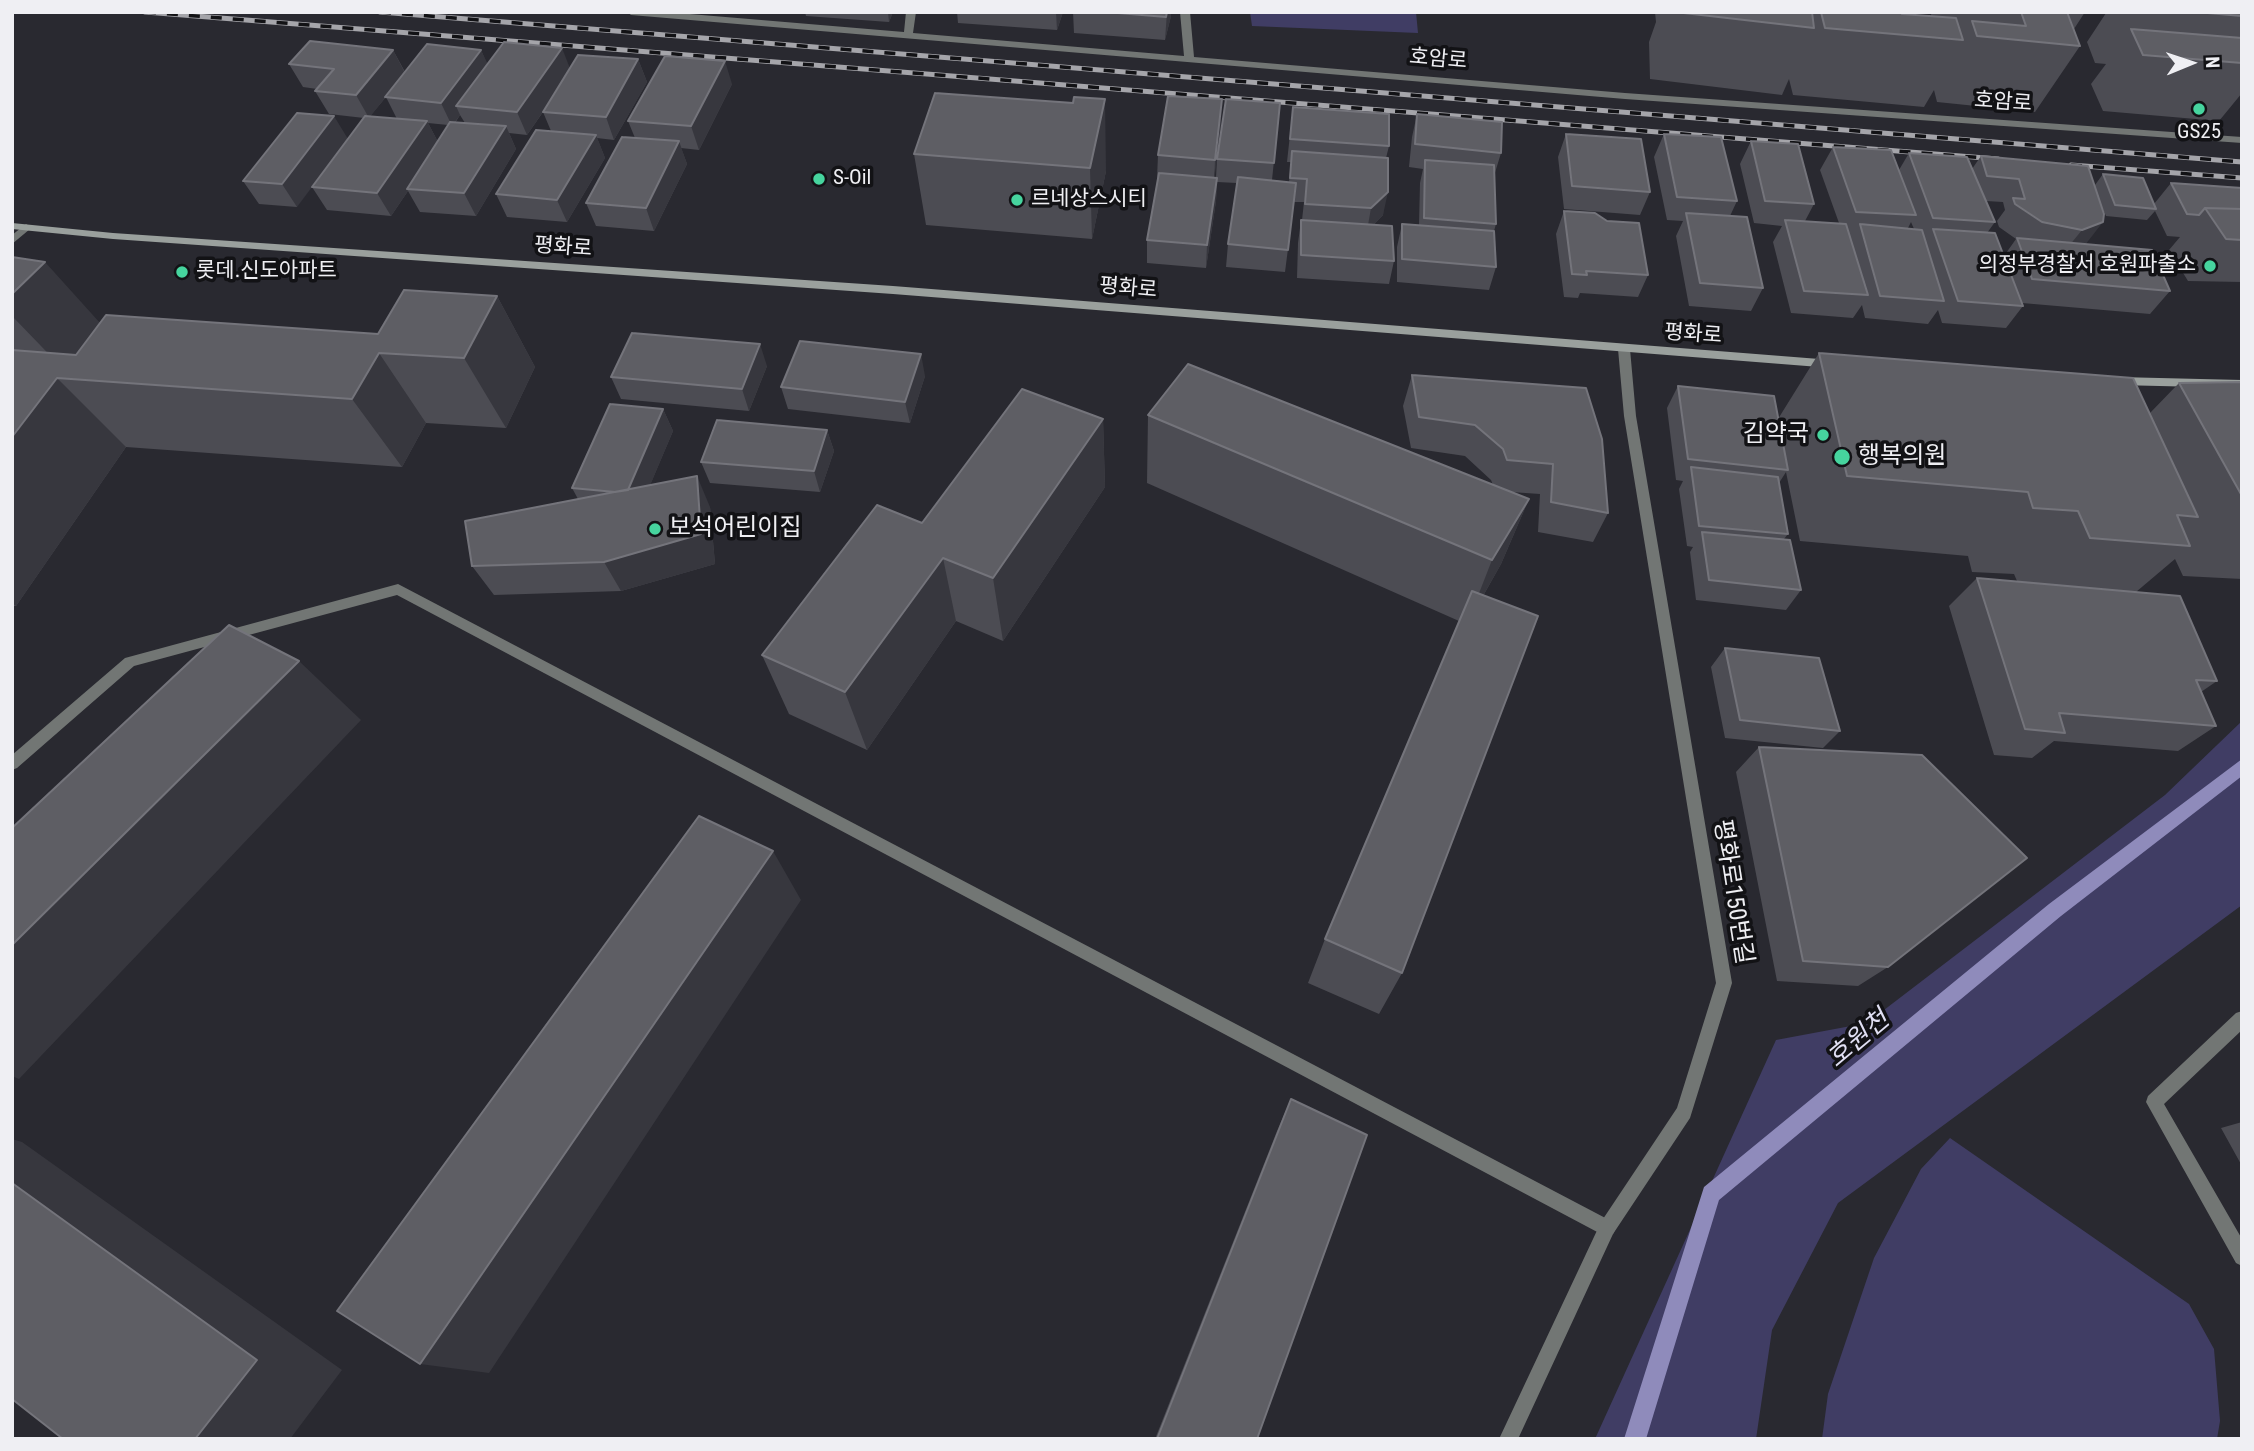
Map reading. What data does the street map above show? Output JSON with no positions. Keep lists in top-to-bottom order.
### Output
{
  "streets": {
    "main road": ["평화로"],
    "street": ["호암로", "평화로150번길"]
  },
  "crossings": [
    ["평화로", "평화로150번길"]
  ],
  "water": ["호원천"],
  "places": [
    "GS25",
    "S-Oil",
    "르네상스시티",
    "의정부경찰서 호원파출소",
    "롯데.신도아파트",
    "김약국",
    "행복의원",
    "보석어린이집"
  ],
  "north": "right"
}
...
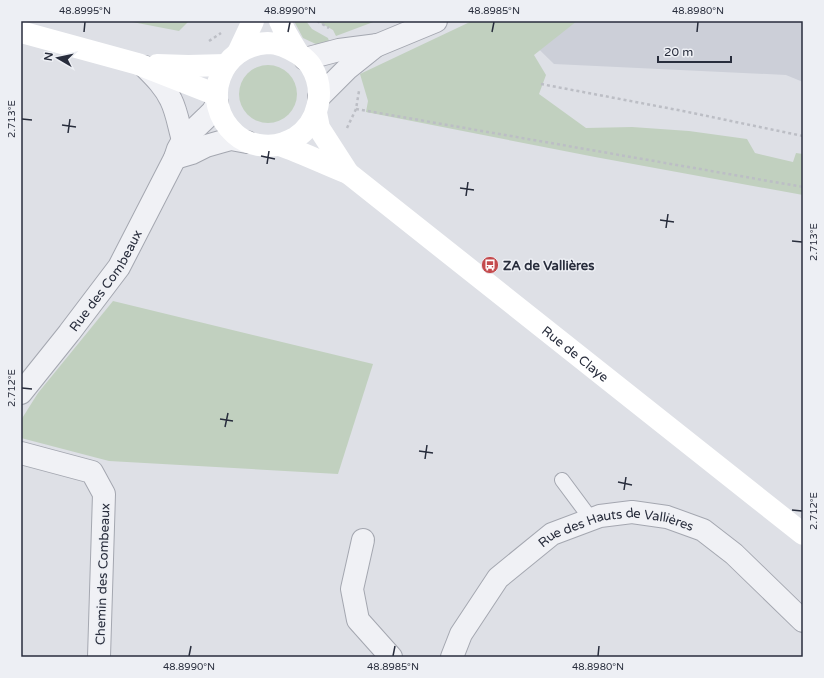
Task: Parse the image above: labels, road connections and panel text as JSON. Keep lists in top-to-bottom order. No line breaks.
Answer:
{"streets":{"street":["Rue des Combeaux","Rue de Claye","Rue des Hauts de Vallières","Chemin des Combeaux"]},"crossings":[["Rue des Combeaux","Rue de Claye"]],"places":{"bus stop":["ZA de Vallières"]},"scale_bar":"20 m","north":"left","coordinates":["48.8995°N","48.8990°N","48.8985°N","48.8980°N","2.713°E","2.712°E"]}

* **TASK INSTRUCTIONS**: Lines above that include the string "JSON" need to be copied.

* **REPLY**:
Map reading. What data does the street map above show? Output JSON with no positions. Keep lists in top-to-bottom order.
Task: Parse the image above: labels, road connections and panel text as JSON. Keep lists in top-to-bottom order. No line breaks.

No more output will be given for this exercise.